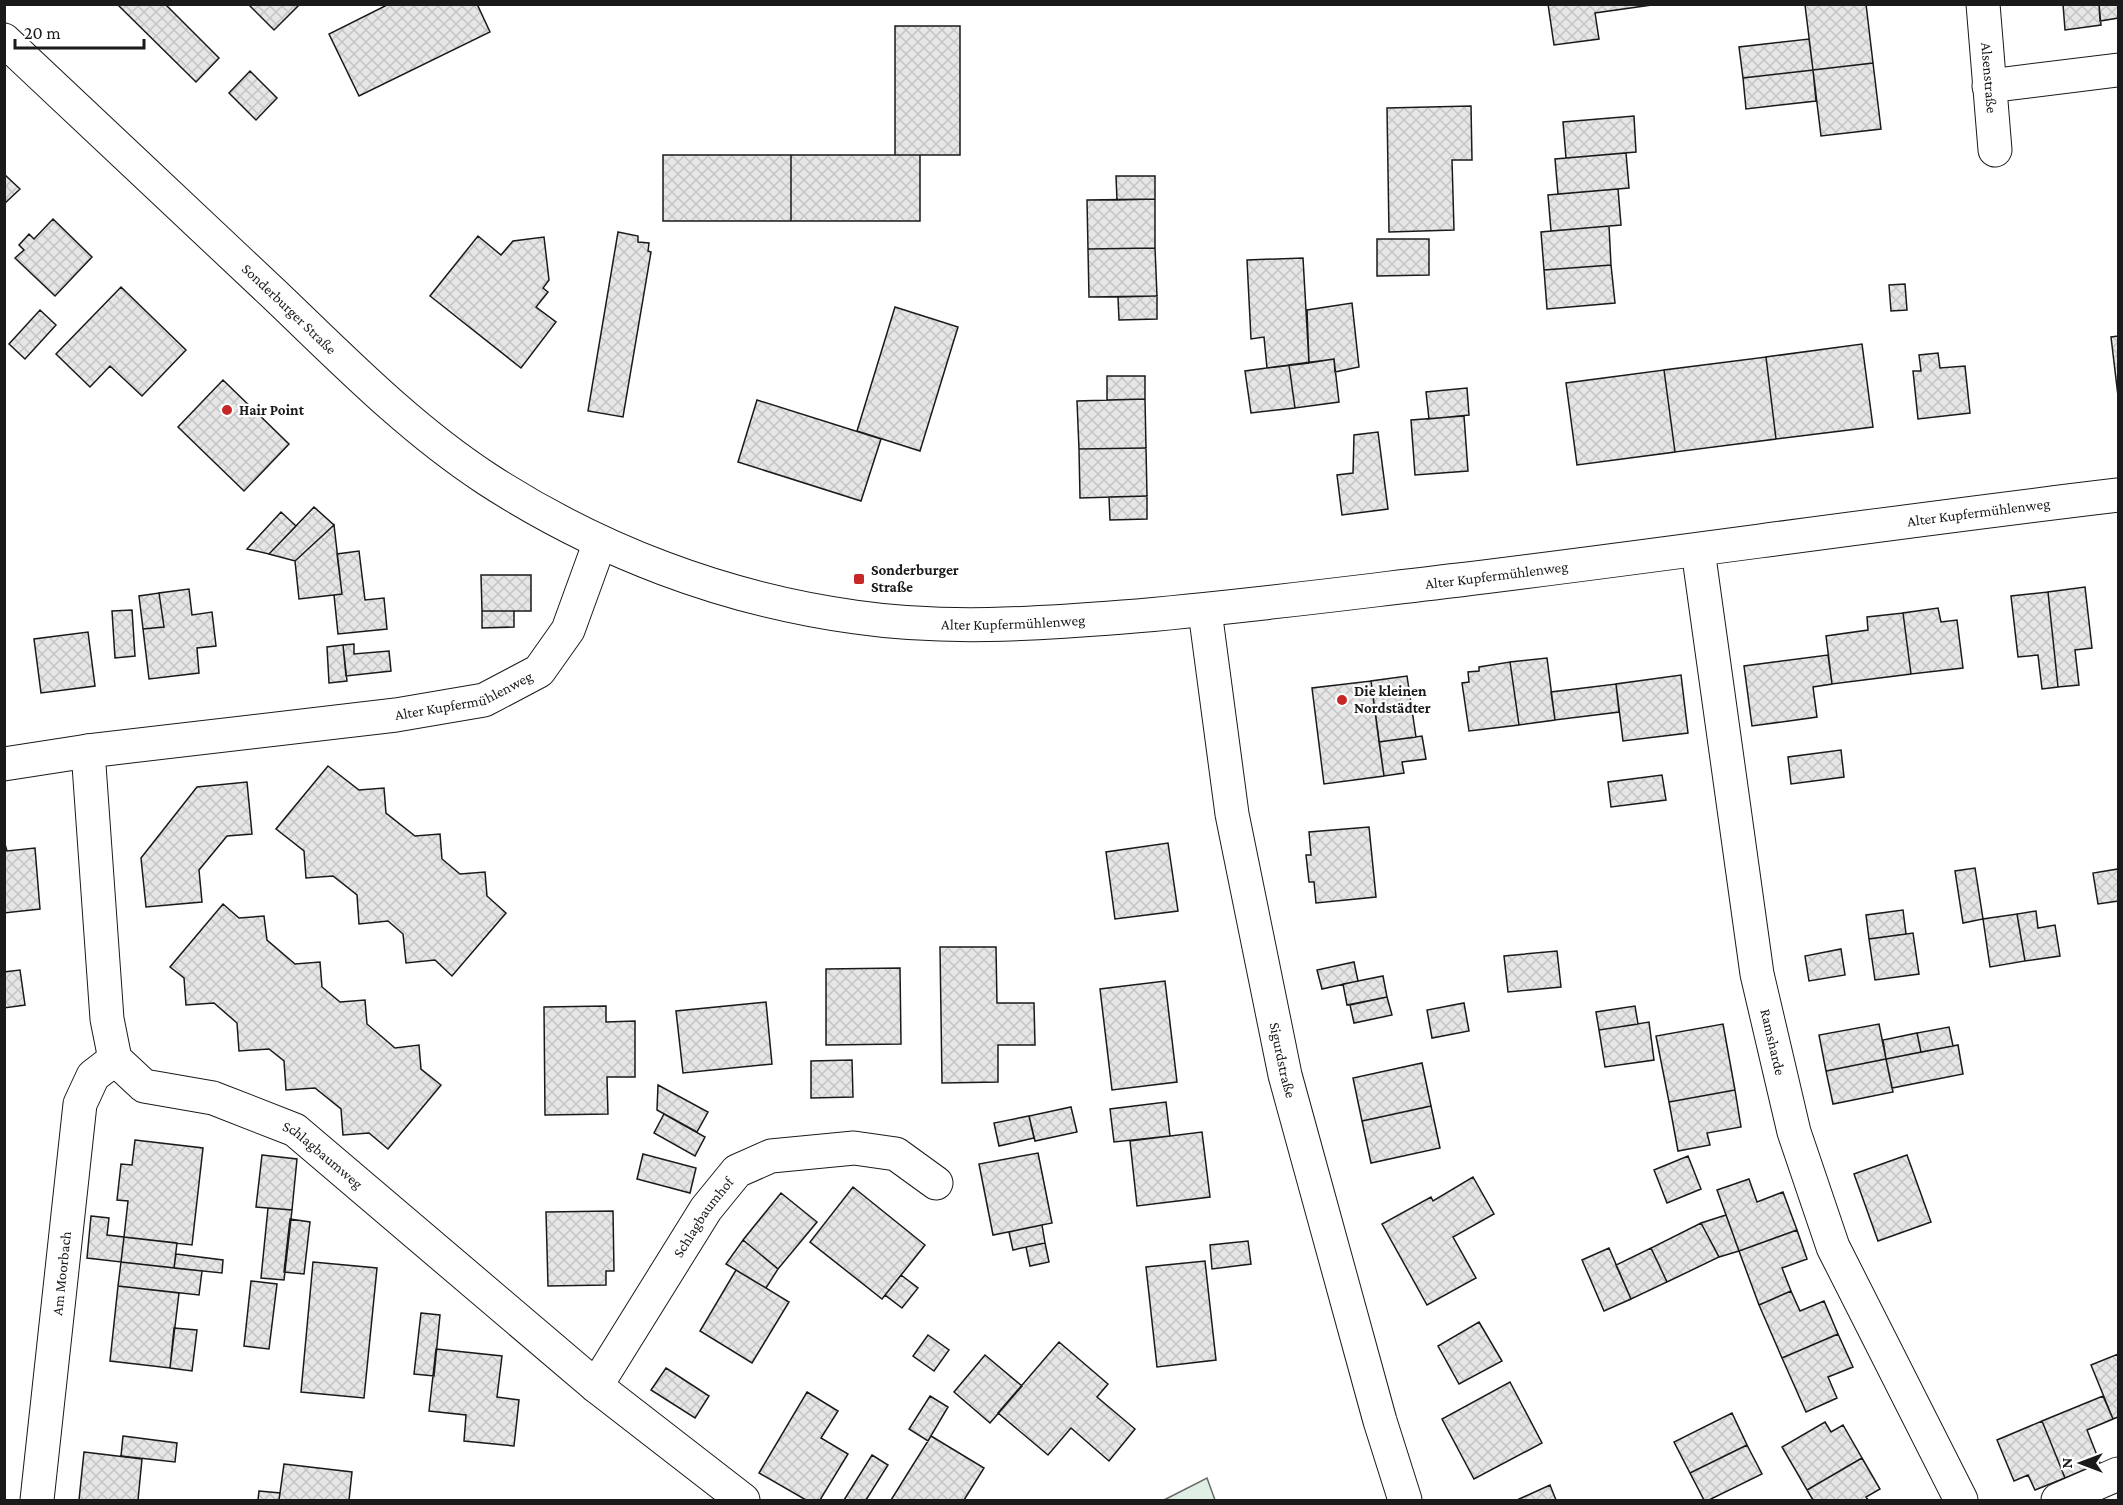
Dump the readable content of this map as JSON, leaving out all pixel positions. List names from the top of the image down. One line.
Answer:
{"streets":{"street":["Alsenstraße","Sonderburger Straße","Alter Kupfermühlenweg","Ramsharde","Sigurdstraße","Schlagbaumweg","Schlagbaumhof","Am Moorbach"]},"crossings":[["Sonderburger Straße","Alter Kupfermühlenweg"],["Alter Kupfermühlenweg","Ramsharde"],["Alter Kupfermühlenweg","Sigurdstraße"],["Schlagbaumweg","Schlagbaumhof"],["Schlagbaumweg","Am Moorbach"]],"places":{"other":["Hair Point","Die kleinen Nordstädter"],"transit":["Sonderburger Straße"]},"scale_bar":"20 m","north":"left"}
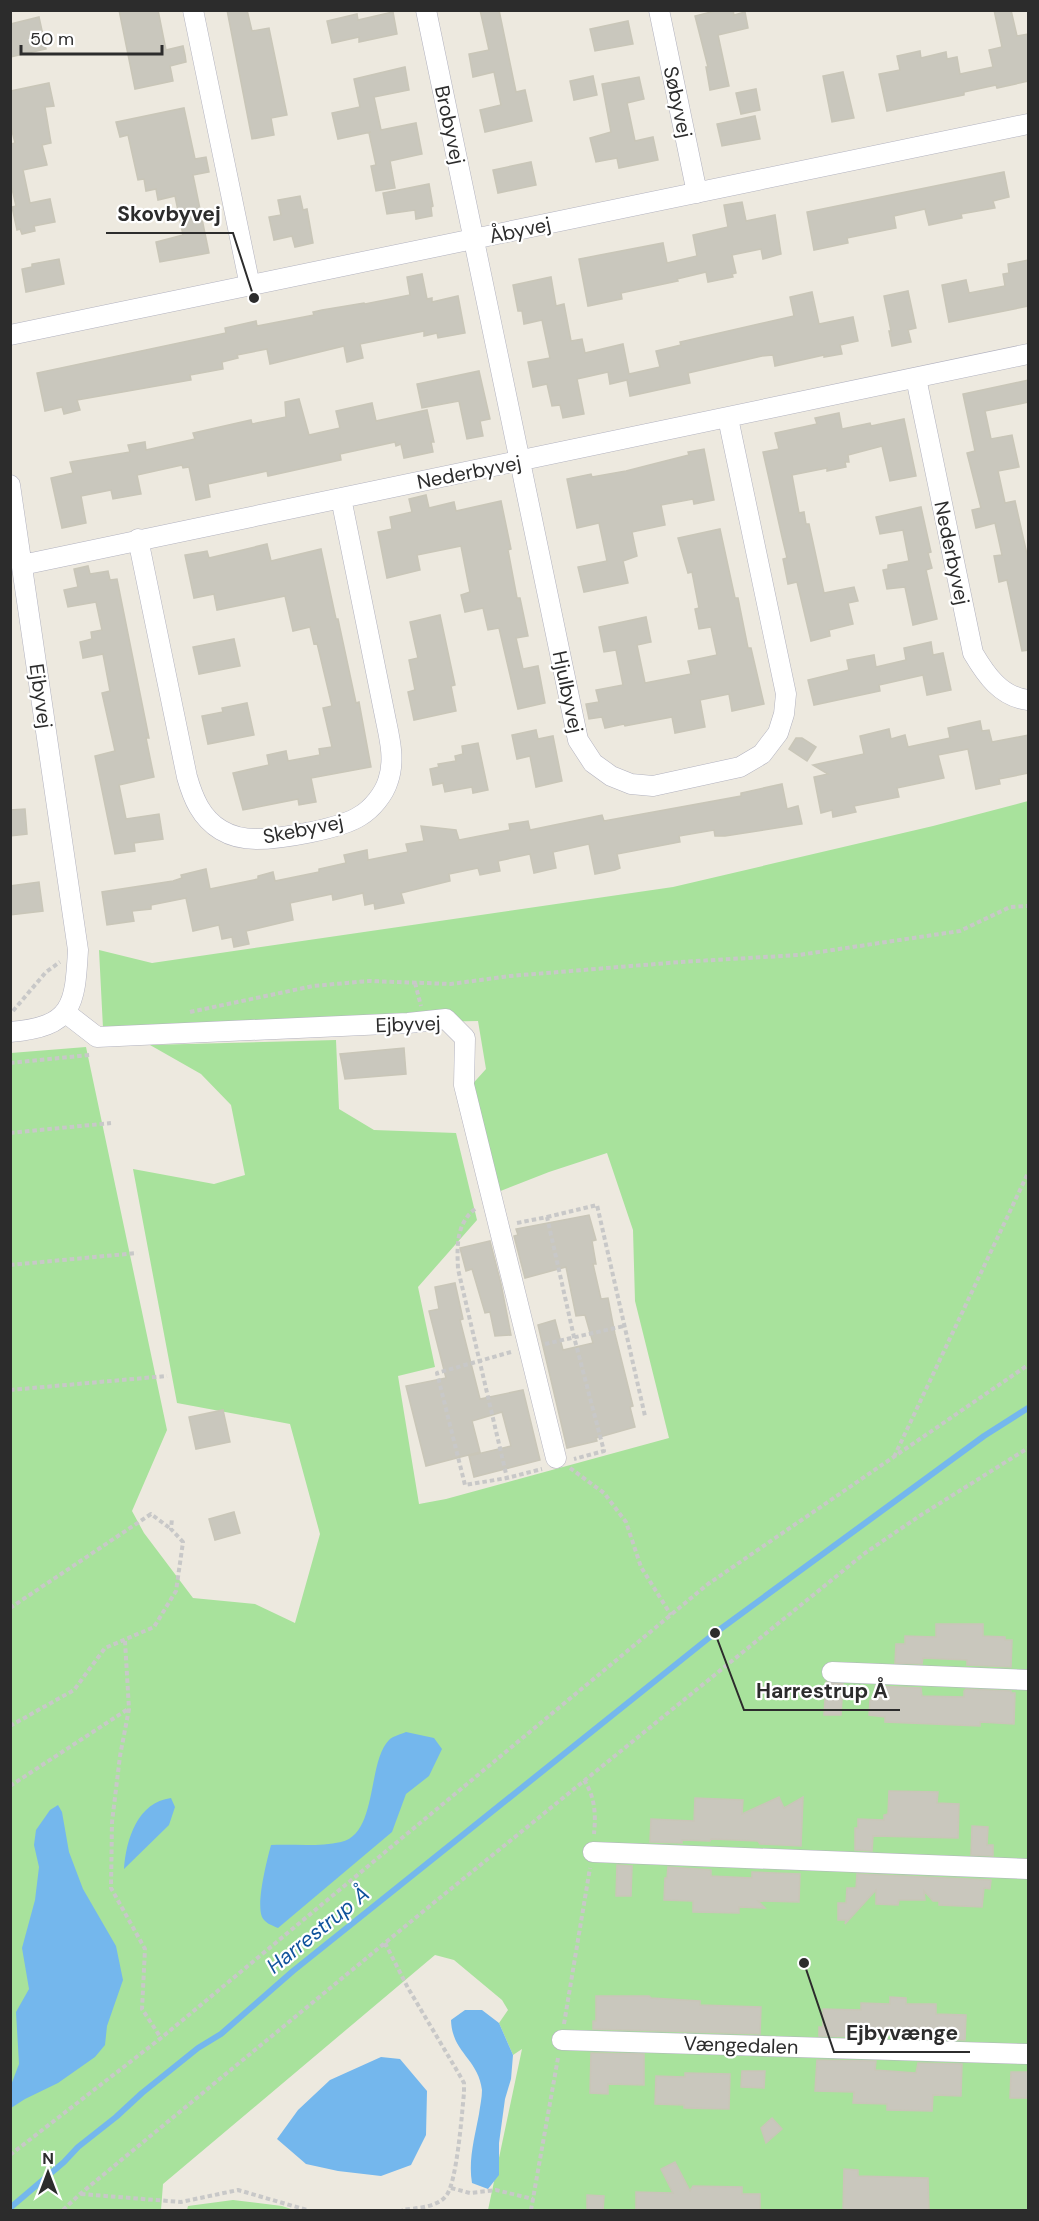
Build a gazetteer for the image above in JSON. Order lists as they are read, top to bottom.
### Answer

····················

_To do_
Set down the material exactly as given, but print none of the pictures.

_Solution to this exercise_
Dump the readable content of this map as JSON, leaving out all pixel positions. List names from the top of the image down. One line.
Answer:
{"streets":{"street":["Alsenstraße","Sonderburger Straße","Alter Kupfermühlenweg","Ramsharde","Sigurdstraße","Schlagbaumweg","Schlagbaumhof","Am Moorbach"]},"crossings":[["Sonderburger Straße","Alter Kupfermühlenweg"],["Alter Kupfermühlenweg","Ramsharde"],["Alter Kupfermühlenweg","Sigurdstraße"],["Schlagbaumweg","Schlagbaumhof"],["Schlagbaumweg","Am Moorbach"]],"places":{"other":["Hair Point","Die kleinen Nordstädter"],"transit":["Sonderburger Straße"]},"scale_bar":"20 m","north":"left"}
Build a gazetteer for the image above in JSON. Order lists as they are read, top to bottom.
### Answer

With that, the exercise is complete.